The first part of this story can be found at this link.

Caring for the caterpillar for a few days made us realize it needs to return to the wild, back to our porch Petunia plant. Although its netted habitat was supplied with fresh leaves, variety of flowers, and water on a piece of soaked paper towel, Green Guy’s activity level was low. A hypothesis is the chrysalis stage was about to occur, but maybe it needed to be in its natural habitat.

Kids were convinced that it would die from our constant interruptions to its habitat, not to mention me observing it like a hawk and taking too many pictures/ recordings. (Guilty I know) However, it was a brief and amazing observation experience: right before our eyes, we could see how it eats, breathes, responds to new food, poops, and admire its green jelly legs.

It would’ve been a memorable experience to witness Green Guy metamorphose into a butterfly but it was too risky. Better to let it go before it we disrupt its natural cycle.

Hours later I checked to see if Green Guy stuck around and I couldn’t believe my eyes. Green Guy had traveled from one side of the soil layer to the other. That top part of the plant above him was bare from deadheading and I could imagine a bird swoop in for a tiny snack: covered it up with leaves from another plant.
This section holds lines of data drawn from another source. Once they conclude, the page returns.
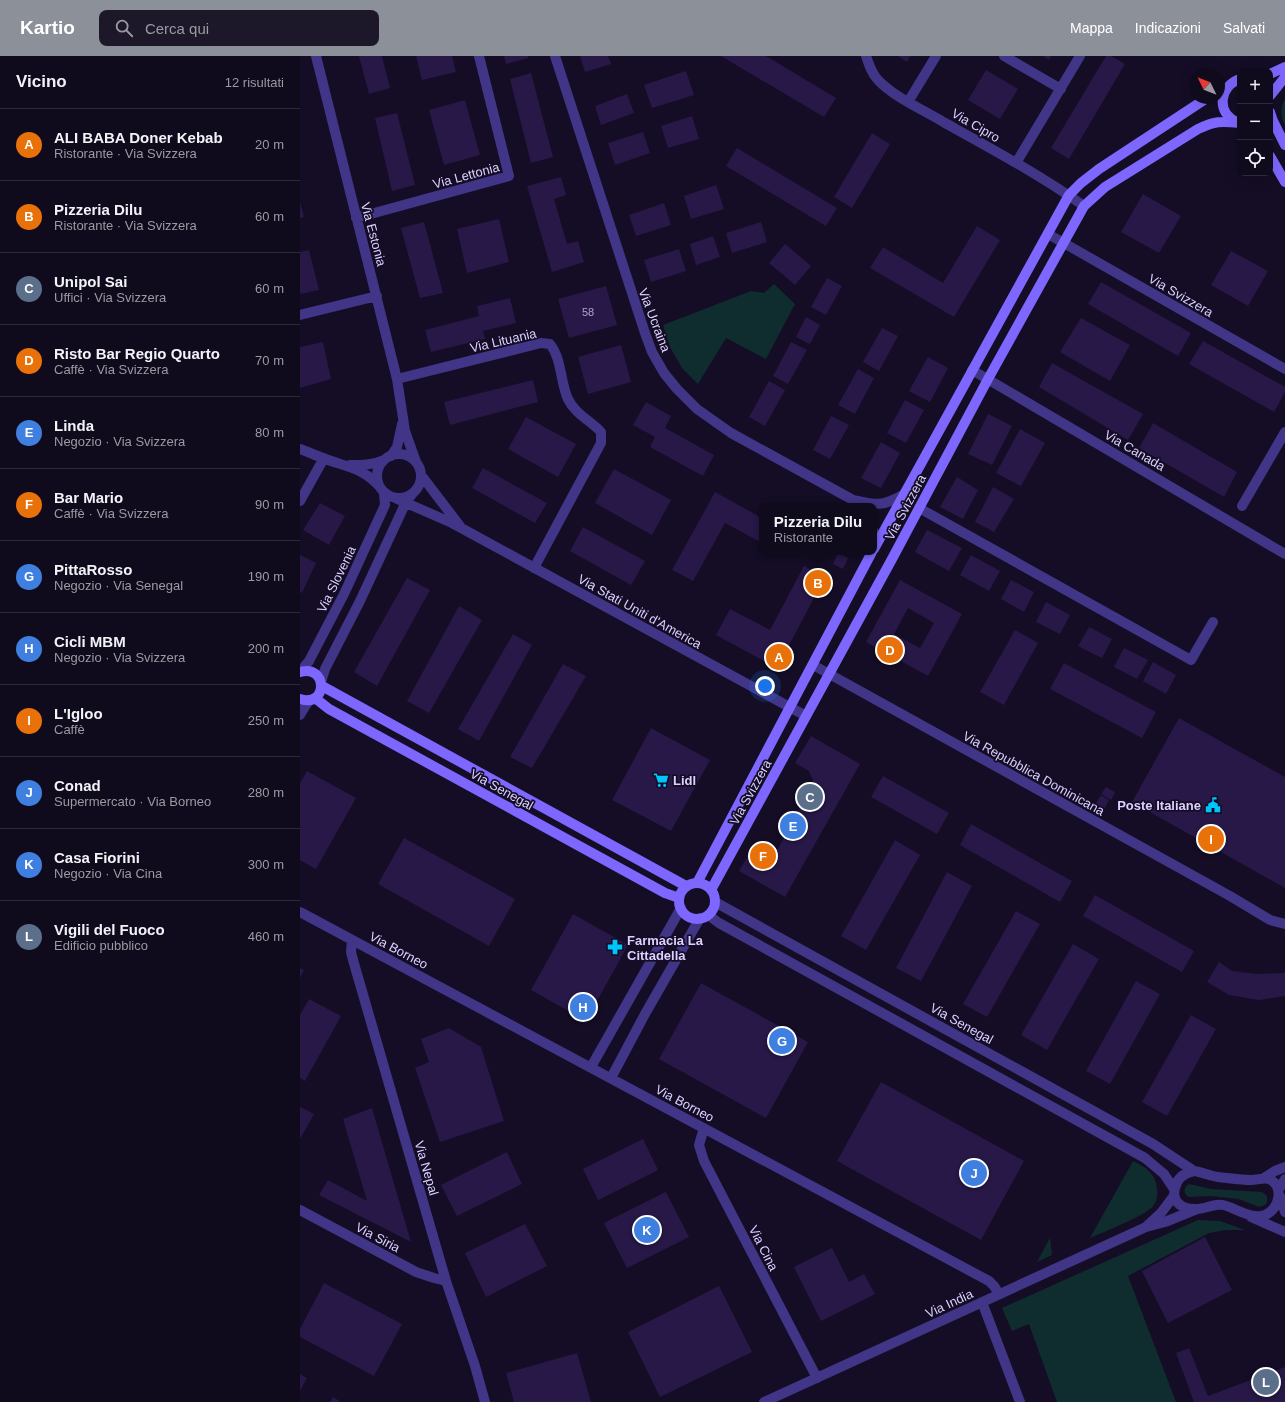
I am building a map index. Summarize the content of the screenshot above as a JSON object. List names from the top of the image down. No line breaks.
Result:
{"streets":{"main road":["Via Svizzera","Via Senegal"],"street":["Via Cipro","Via Lettonia","Via Estonia","Via Ucraina","Via Lituania","Via Canada","Via Slovenia","Via Stati Uniti d'America","Via Repubblica Dominicana","Via Borneo","Via Nepal","Via Siria","Via Cina","Via India"]},"crossings":[["Via Cipro","Via Svizzera"],["Via Lettonia","Via Estonia"],["Via Estonia","Via Lituania"],["Via Estonia","Via Slovenia"],["Via Estonia","Via Stati Uniti d'America"],["Via Svizzera","Via Ucraina"],["Via Svizzera","Via Canada"],["Via Svizzera","Via Stati Uniti d'America"],["Via Svizzera","Via Repubblica Dominicana"],["Via Svizzera","Via Senegal"],["Via Lituania","Via Stati Uniti d'America"],["Via Slovenia","Via Stati Uniti d'America"],["Via Slovenia","Via Senegal"],["Via Senegal","Via India"],["Via Borneo","Via Nepal"],["Via Borneo","Via Cina"],["Via Borneo","Via India"],["Via Nepal","Via Siria"],["Via Cina","Via India"]],"places":{"supermarket":["Lidl"],"public building":["Poste Italiane"],"pharmacy":["Farmacia La Cittadella"]},"house_numbers":["58"],"north":"top left","page":{"header":"Kartio","search":"Cerca qui","nav":["Mappa","Indicazioni","Salvati"],"heading":["Vicino","12 risultati"],"map_buttons":["+","−"],"list":[{"mark":"A","name":"ALI BABA Doner Kebab","note":"Ristorante · Via Svizzera","value":"20 m"},{"mark":"B","name":"Pizzeria Dilu","note":"Ristorante · Via Svizzera","value":"60 m"},{"mark":"C","name":"Unipol Sai","note":"Uffici · Via Svizzera","value":"60 m"},{"mark":"D","name":"Risto Bar Regio Quarto","note":"Caffè · Via Svizzera","value":"70 m"},{"mark":"E","name":"Linda","note":"Negozio · Via Svizzera","value":"80 m"},{"mark":"F","name":"Bar Mario","note":"Caffè · Via Svizzera","value":"90 m"},{"mark":"G","name":"PittaRosso","note":"Negozio · Via Senegal","value":"190 m"},{"mark":"H","name":"Cicli MBM","note":"Negozio · Via Svizzera","value":"200 m"},{"mark":"I","name":"L'Igloo","note":"Caffè","value":"250 m"},{"mark":"J","name":"Conad","note":"Supermercato · Via Borneo","value":"280 m"},{"mark":"K","name":"Casa Fiorini","note":"Negozio · Via Cina","value":"300 m"},{"mark":"L","name":"Vigili del Fuoco","note":"Edificio pubblico","value":"460 m"}],"popup":["Pizzeria Dilu","Ristorante"],"pins":["B","D","A","C","E","I","F","H","G","J","K","L"]}}
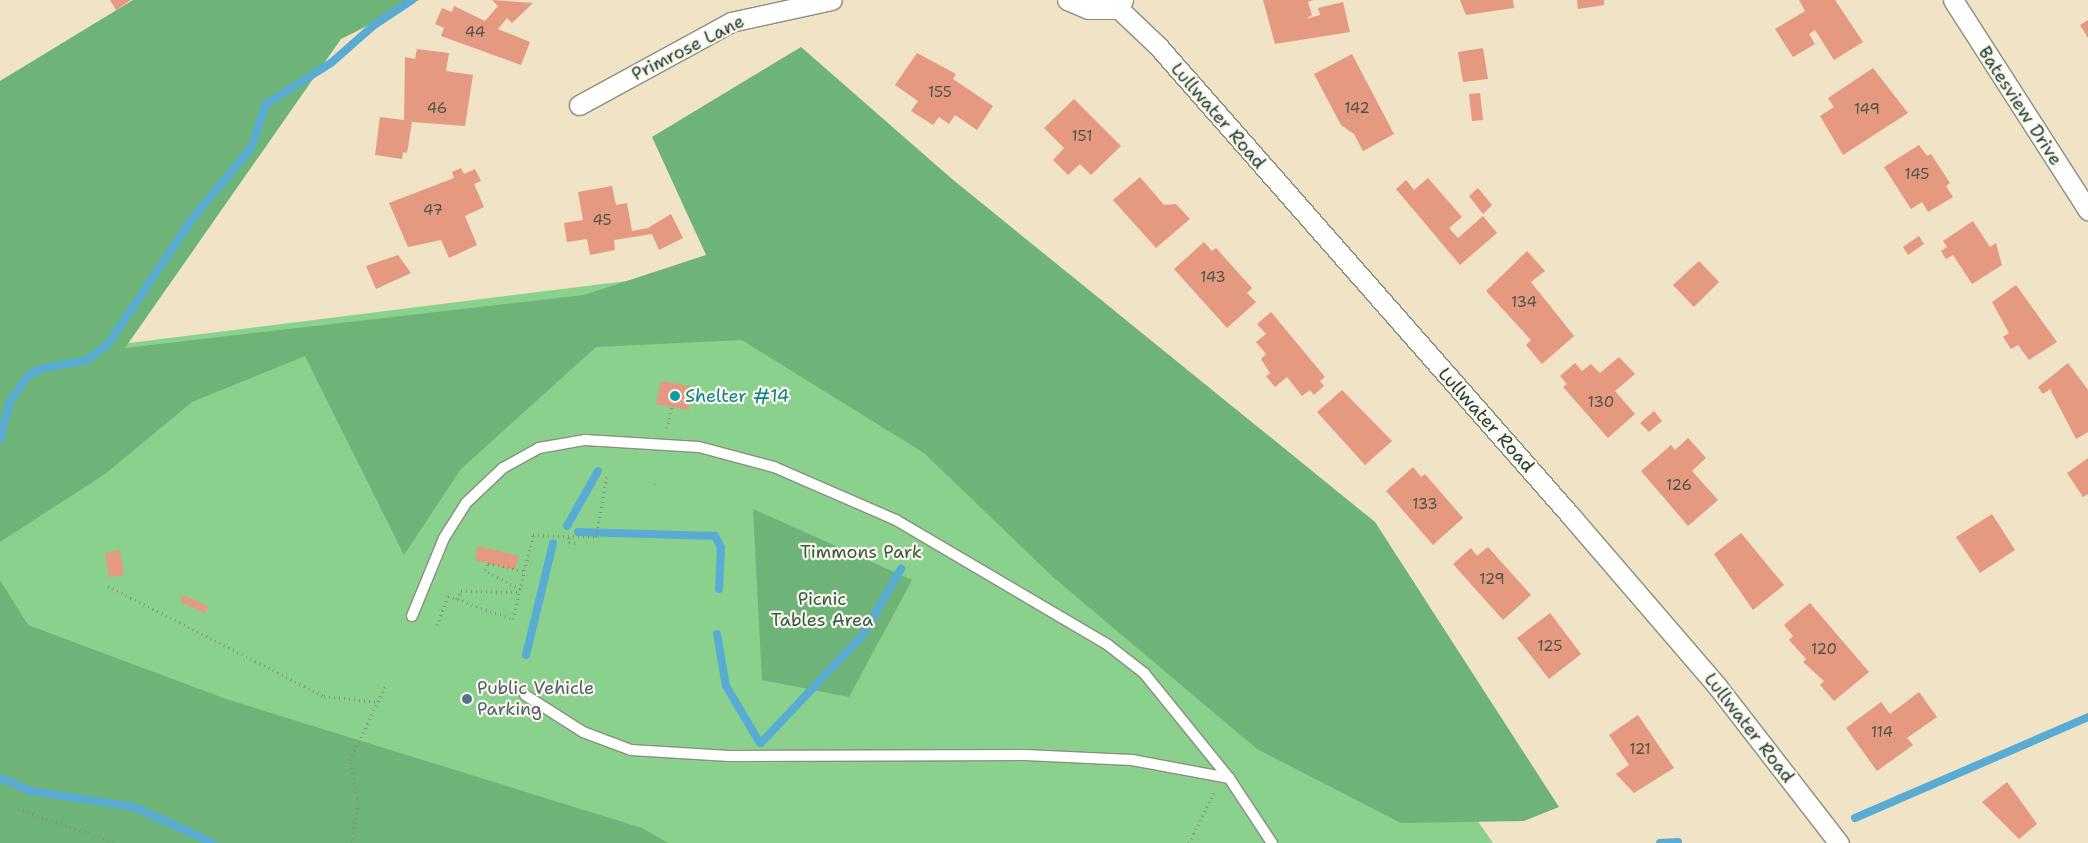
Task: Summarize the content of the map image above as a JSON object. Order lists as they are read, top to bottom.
{
  "streets": {
    "street": ["Primrose Lane", "Batesview Drive", "Lullwater Road"]
  },
  "parks": ["Timmons Park", "Picnic Tables Area"],
  "places": ["Shelter #14", "Public Vehicle Parking"],
  "house_numbers": [
    "44",
    "155",
    "46",
    "142",
    "149",
    "151",
    "145",
    "47",
    "45",
    "143",
    "134",
    "130",
    "126",
    "133",
    "129",
    "125",
    "120",
    "114",
    "121"
  ]
}
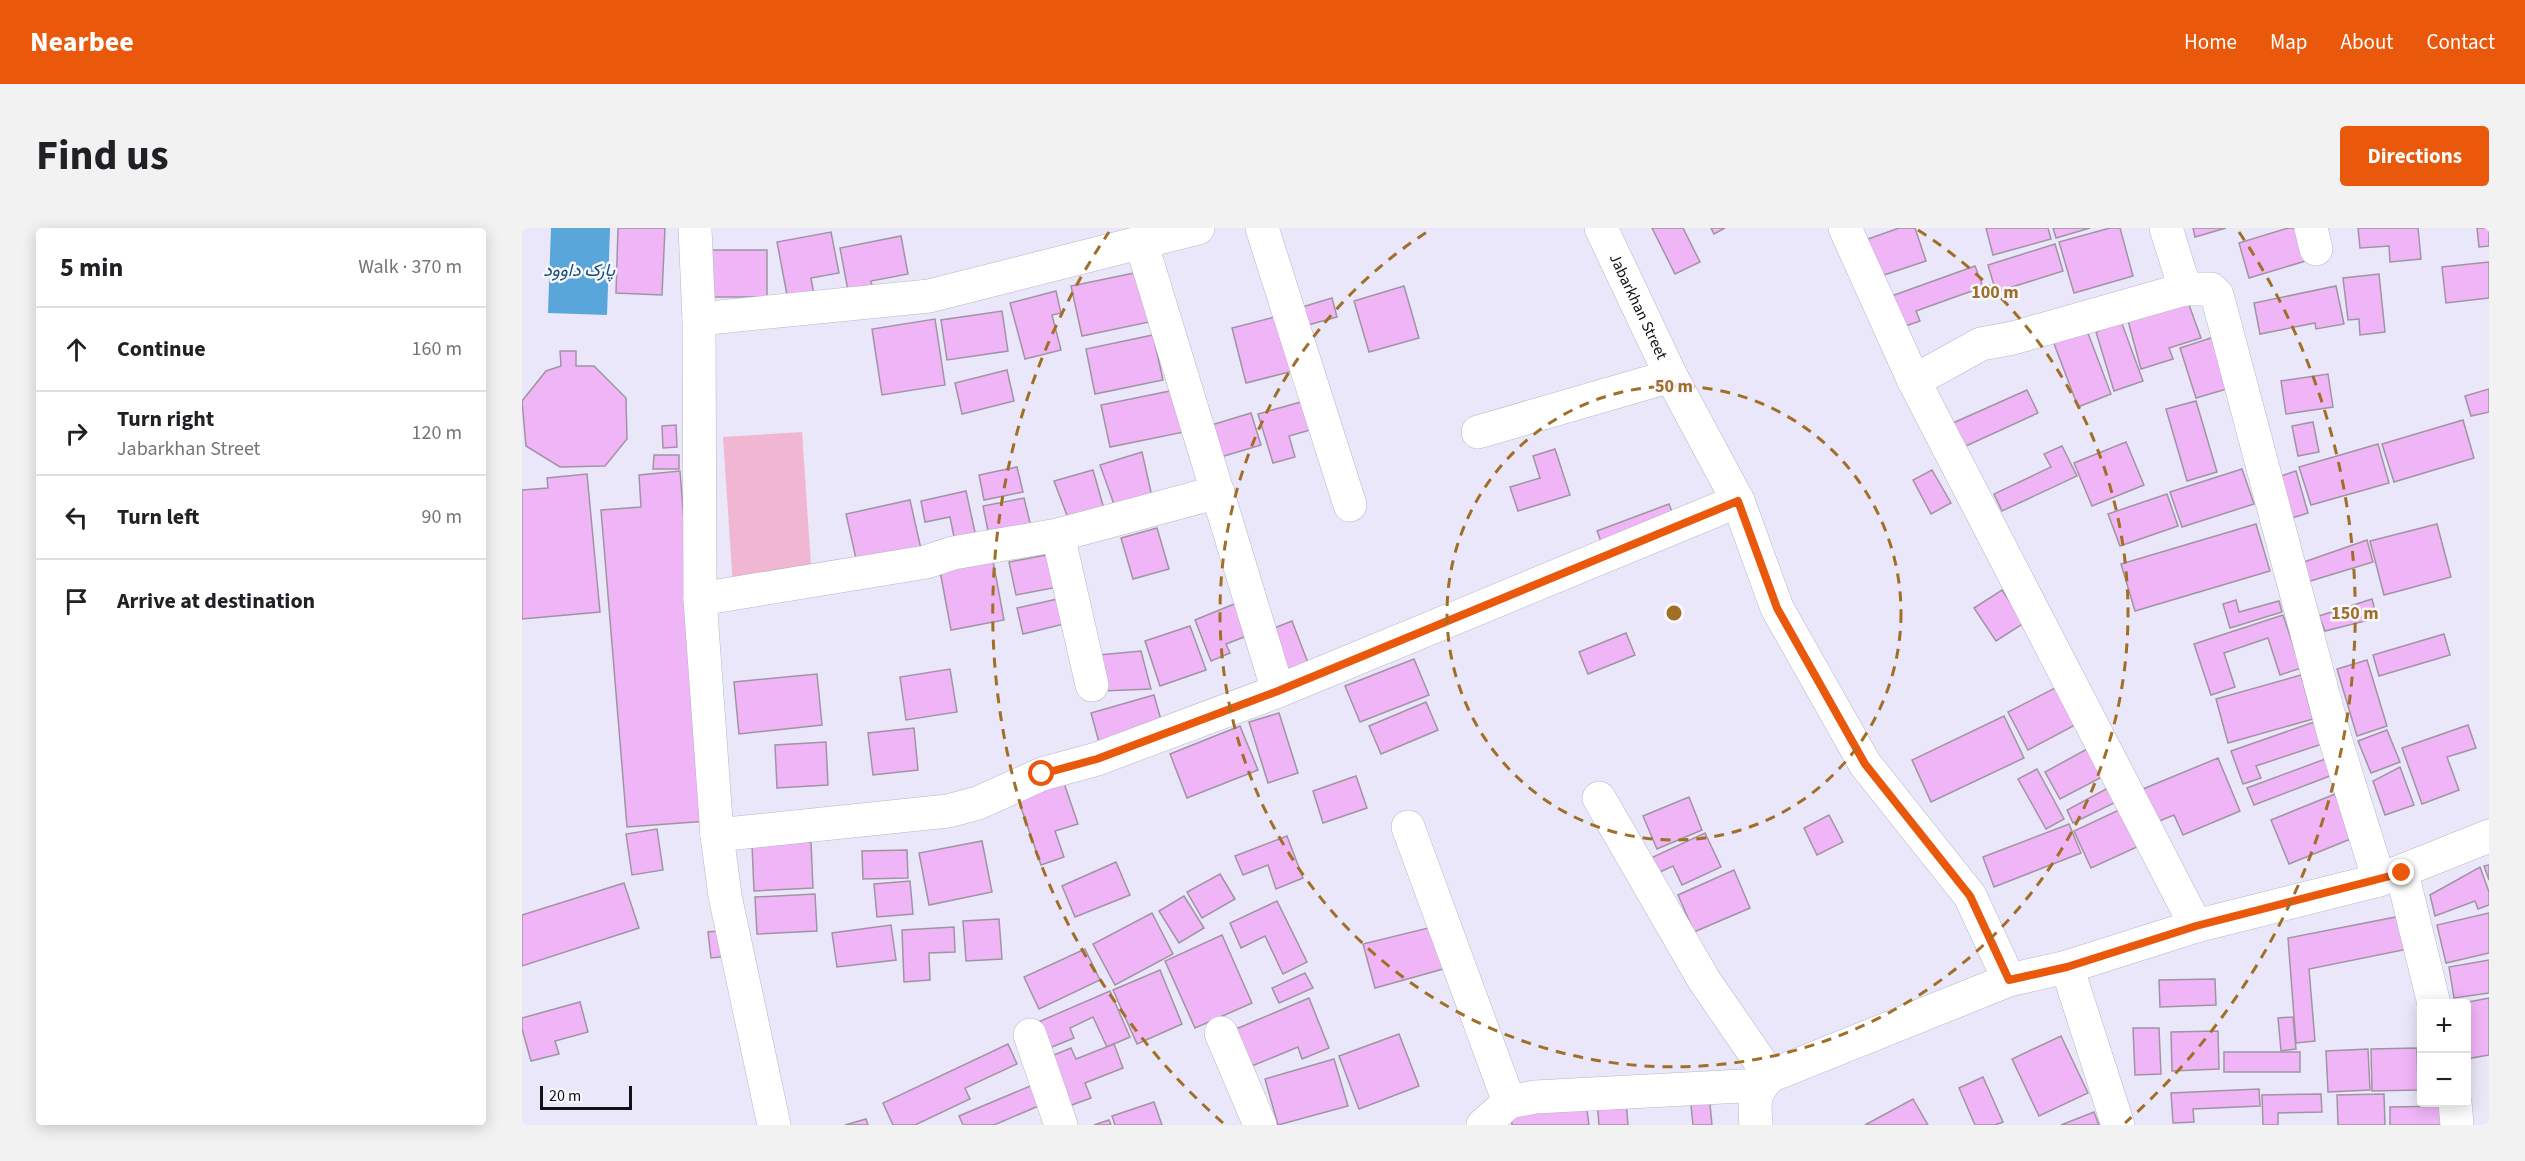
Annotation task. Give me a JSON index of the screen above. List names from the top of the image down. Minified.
{"streets":{"street":["Jabarkhan Street"]},"water":["پارک داوود"],"scale_bar":"20 m","page":{"header":"Nearbee","nav":["Home","Map","About","Contact"],"title":"Find us","buttons":"Directions","heading":["5 min","Walk · 370 m"],"list":[["Continue","160 m"],["Turn right","Jabarkhan Street","120 m"],["Turn left","90 m"],"Arrive at destination"],"map_buttons":["+","−"],"scale":"20 m"},"rings":["100 m","50 m","150 m"]}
It’s cozy enough. I hope Green Guy calls this plant home.

Categories: Container Gardening Nature observations and thoughts

Tagged as:

singlikewildflowers

Welcome to my blog! My name is Esther and I'm so happy you are here. My posts revolve around the beauty of nature, homeschooling adventures, Bible reading reflections, gardening feats, and life as a daydreamer and nature observer. Thank you for stopping by and hope you'll find some interesting posts to read!

14 replies

    1. So sad to report: it’s not moving. I shouldn’t have moved it back to the pot. It could’ve been the stark contrast to its environment. I was feeling hopeful for the first 2 days and now it’s flopped over. ugh…still learning: trial and error.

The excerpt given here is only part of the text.